MATERIAL FOR THIS EXERCISE:
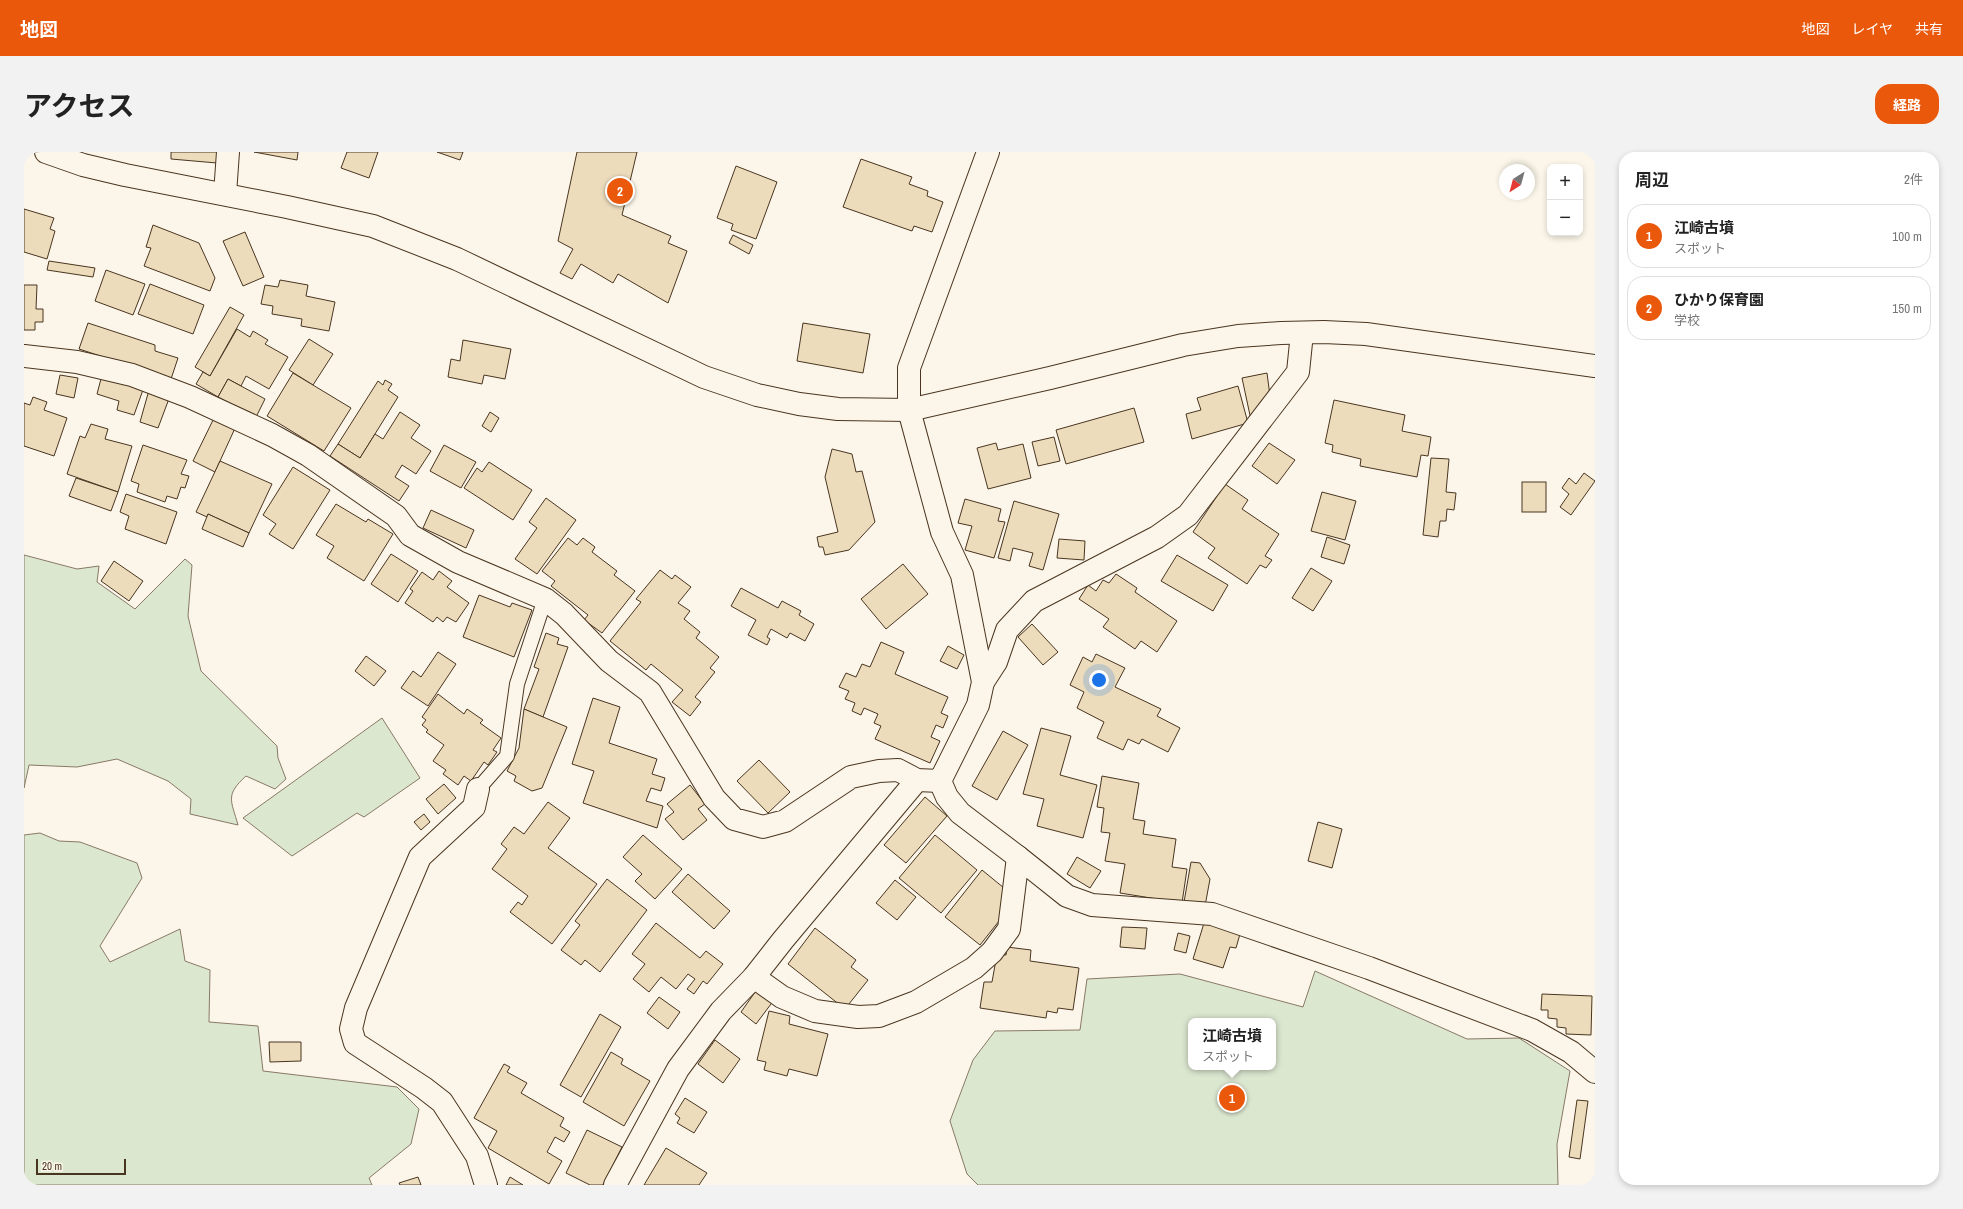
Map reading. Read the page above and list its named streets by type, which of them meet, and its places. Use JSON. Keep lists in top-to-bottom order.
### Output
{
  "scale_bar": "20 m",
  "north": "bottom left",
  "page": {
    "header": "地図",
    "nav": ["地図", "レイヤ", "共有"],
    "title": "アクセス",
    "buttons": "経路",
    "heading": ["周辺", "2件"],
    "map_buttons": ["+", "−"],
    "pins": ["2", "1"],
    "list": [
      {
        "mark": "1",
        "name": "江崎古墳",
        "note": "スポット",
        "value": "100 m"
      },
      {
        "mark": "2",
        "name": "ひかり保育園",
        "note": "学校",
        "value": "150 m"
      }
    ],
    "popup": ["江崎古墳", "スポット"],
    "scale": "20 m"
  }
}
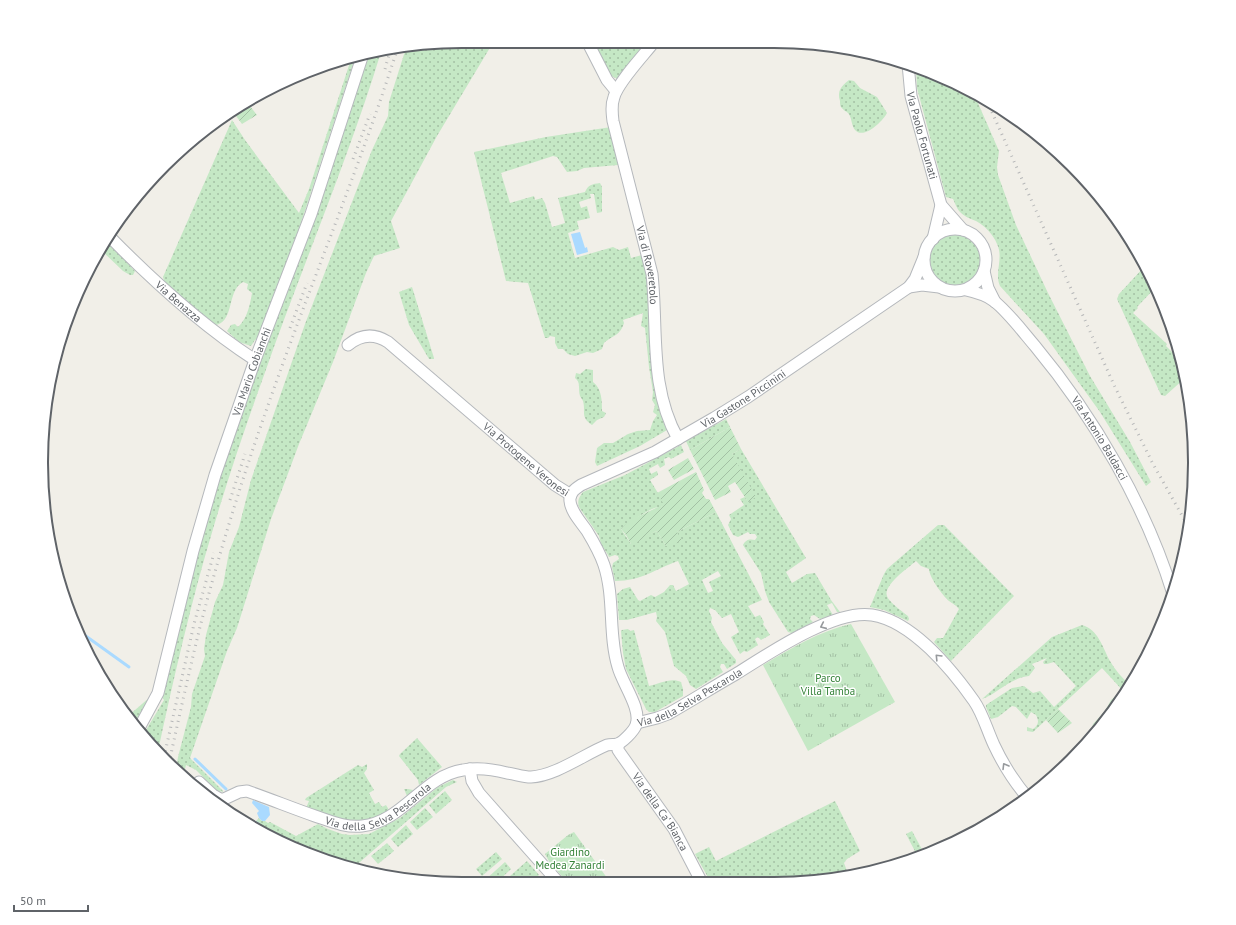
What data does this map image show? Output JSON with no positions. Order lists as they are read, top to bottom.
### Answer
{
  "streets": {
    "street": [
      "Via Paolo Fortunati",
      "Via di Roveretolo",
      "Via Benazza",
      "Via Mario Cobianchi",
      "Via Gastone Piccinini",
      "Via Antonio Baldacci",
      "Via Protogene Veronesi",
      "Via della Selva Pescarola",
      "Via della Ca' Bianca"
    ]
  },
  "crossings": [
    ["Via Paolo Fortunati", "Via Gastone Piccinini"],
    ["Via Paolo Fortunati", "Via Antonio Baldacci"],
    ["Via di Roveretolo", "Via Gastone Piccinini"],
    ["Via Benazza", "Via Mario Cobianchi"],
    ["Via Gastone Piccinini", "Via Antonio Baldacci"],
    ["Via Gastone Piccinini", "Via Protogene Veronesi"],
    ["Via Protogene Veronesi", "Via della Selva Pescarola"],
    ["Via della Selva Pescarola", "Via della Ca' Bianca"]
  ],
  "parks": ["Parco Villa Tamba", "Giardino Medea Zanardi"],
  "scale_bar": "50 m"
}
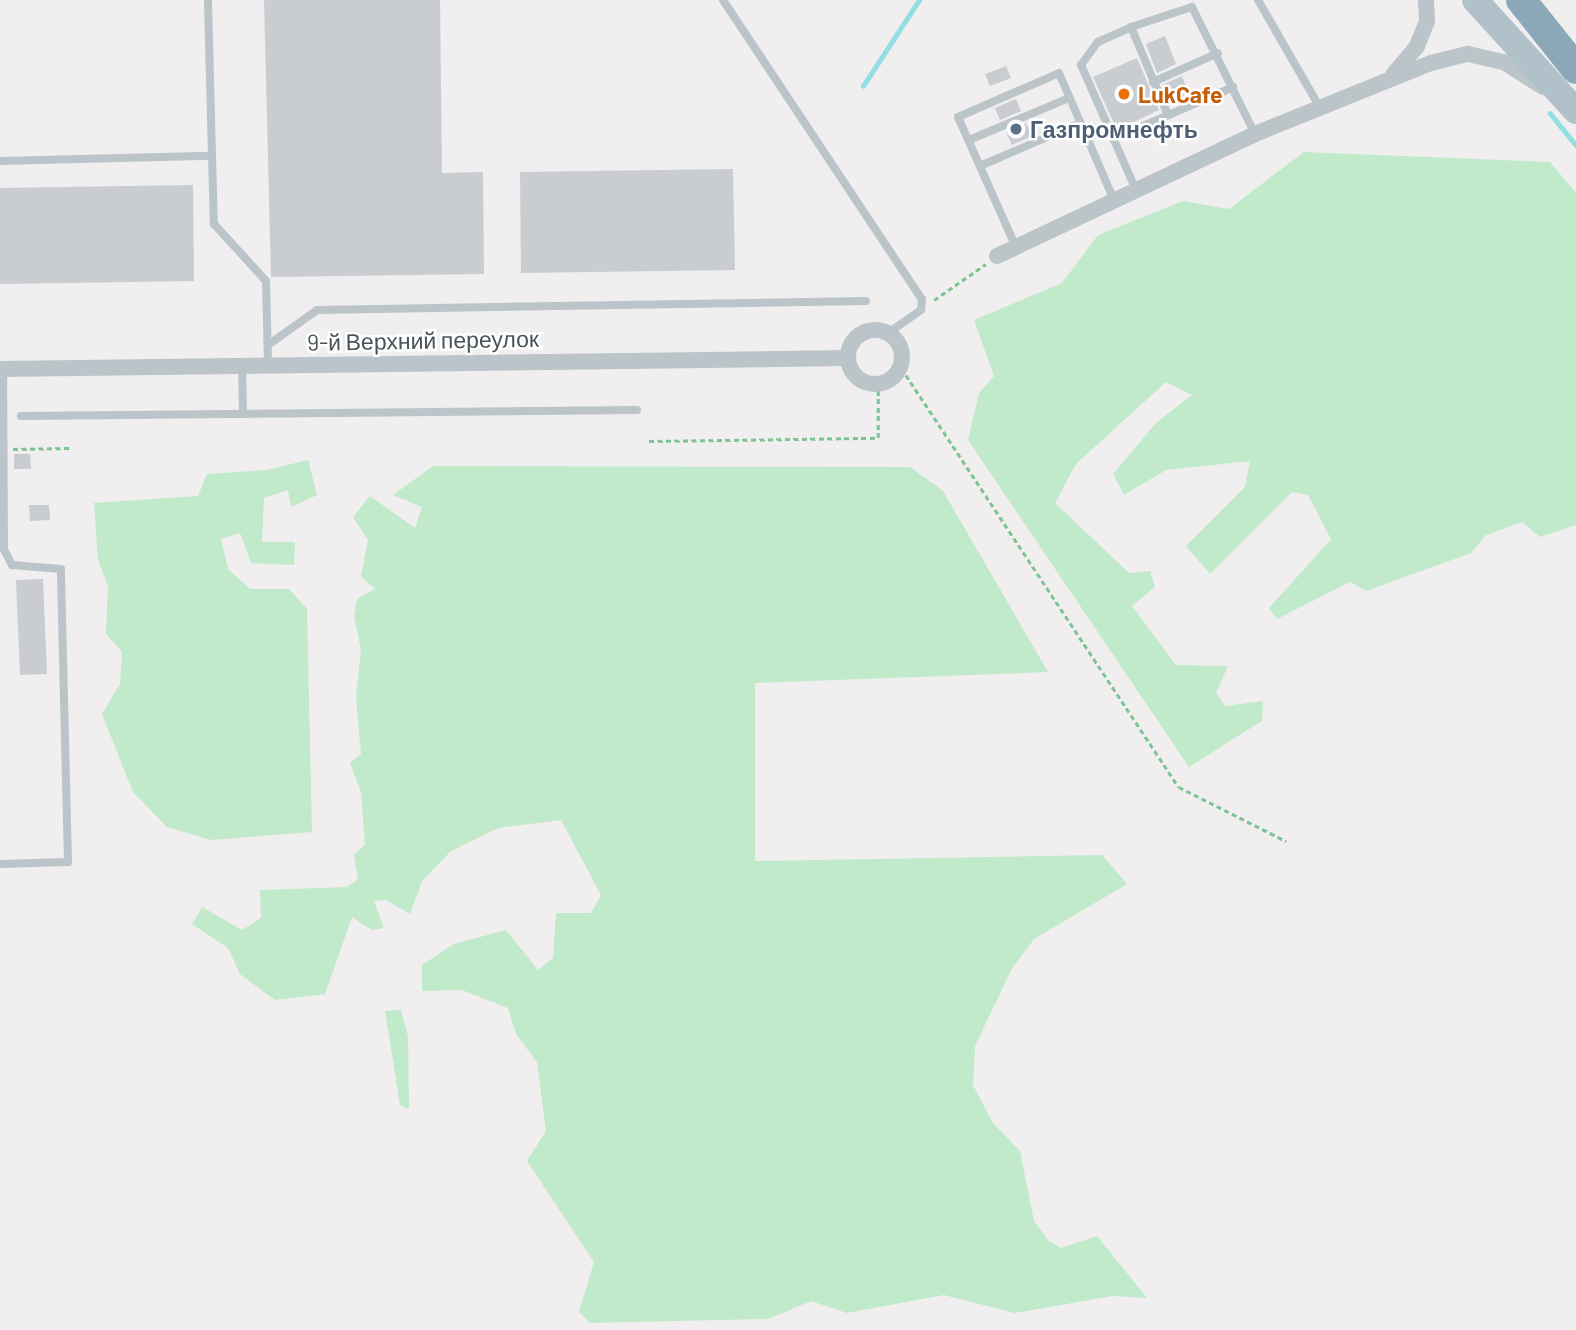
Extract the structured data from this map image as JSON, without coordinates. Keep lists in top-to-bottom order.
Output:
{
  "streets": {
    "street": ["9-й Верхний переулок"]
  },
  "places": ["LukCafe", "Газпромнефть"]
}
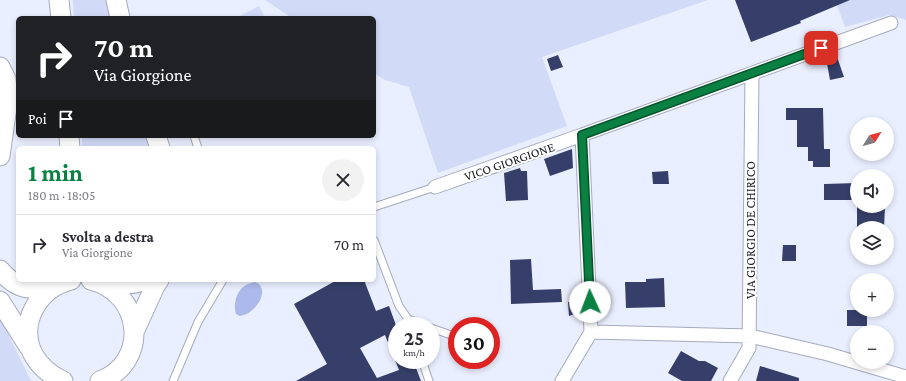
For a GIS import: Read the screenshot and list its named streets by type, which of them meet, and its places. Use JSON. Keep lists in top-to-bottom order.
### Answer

ASSIGNMENT: Could you reproduce the entries verbatim, leaving out all pictures?

SOLUTION:
Map reading. Read the page above and list its named streets by type, which of them meet, and its places. Use JSON. Keep lists in top-to-bottom order.
### Output
{
  "scale_bar": "20 m",
  "north": "bottom left",
  "page": {
    "header": "地図",
    "nav": ["地図", "レイヤ", "共有"],
    "title": "アクセス",
    "buttons": "経路",
    "heading": ["周辺", "2件"],
    "map_buttons": ["+", "−"],
    "pins": ["2", "1"],
    "list": [
      {
        "mark": "1",
        "name": "江崎古墳",
        "note": "スポット",
        "value": "100 m"
      },
      {
        "mark": "2",
        "name": "ひかり保育園",
        "note": "学校",
        "value": "150 m"
      }
    ],
    "popup": ["江崎古墳", "スポット"],
    "scale": "20 m"
  }
}
What data does this map image show? Output JSON with no positions. Order lists as they are read, top to bottom.
### Answer
{
  "streets": {
    "street": [
      "Via Paolo Fortunati",
      "Via di Roveretolo",
      "Via Benazza",
      "Via Mario Cobianchi",
      "Via Gastone Piccinini",
      "Via Antonio Baldacci",
      "Via Protogene Veronesi",
      "Via della Selva Pescarola",
      "Via della Ca' Bianca"
    ]
  },
  "crossings": [
    ["Via Paolo Fortunati", "Via Gastone Piccinini"],
    ["Via Paolo Fortunati", "Via Antonio Baldacci"],
    ["Via di Roveretolo", "Via Gastone Piccinini"],
    ["Via Benazza", "Via Mario Cobianchi"],
    ["Via Gastone Piccinini", "Via Antonio Baldacci"],
    ["Via Gastone Piccinini", "Via Protogene Veronesi"],
    ["Via Protogene Veronesi", "Via della Selva Pescarola"],
    ["Via della Selva Pescarola", "Via della Ca' Bianca"]
  ],
  "parks": ["Parco Villa Tamba", "Giardino Medea Zanardi"],
  "scale_bar": "50 m"
}
Extract the structured data from this map image as JSON, without coordinates. Keep lists in top-to-bottom order.
Output:
{
  "streets": {
    "street": ["9-й Верхний переулок"]
  },
  "places": ["LukCafe", "Газпромнефть"]
}
For a GIS import: Read the screenshot and list its named streets by type, which of them meet, and its places. Use JSON. Keep lists in top-to-bottom order.
### Answer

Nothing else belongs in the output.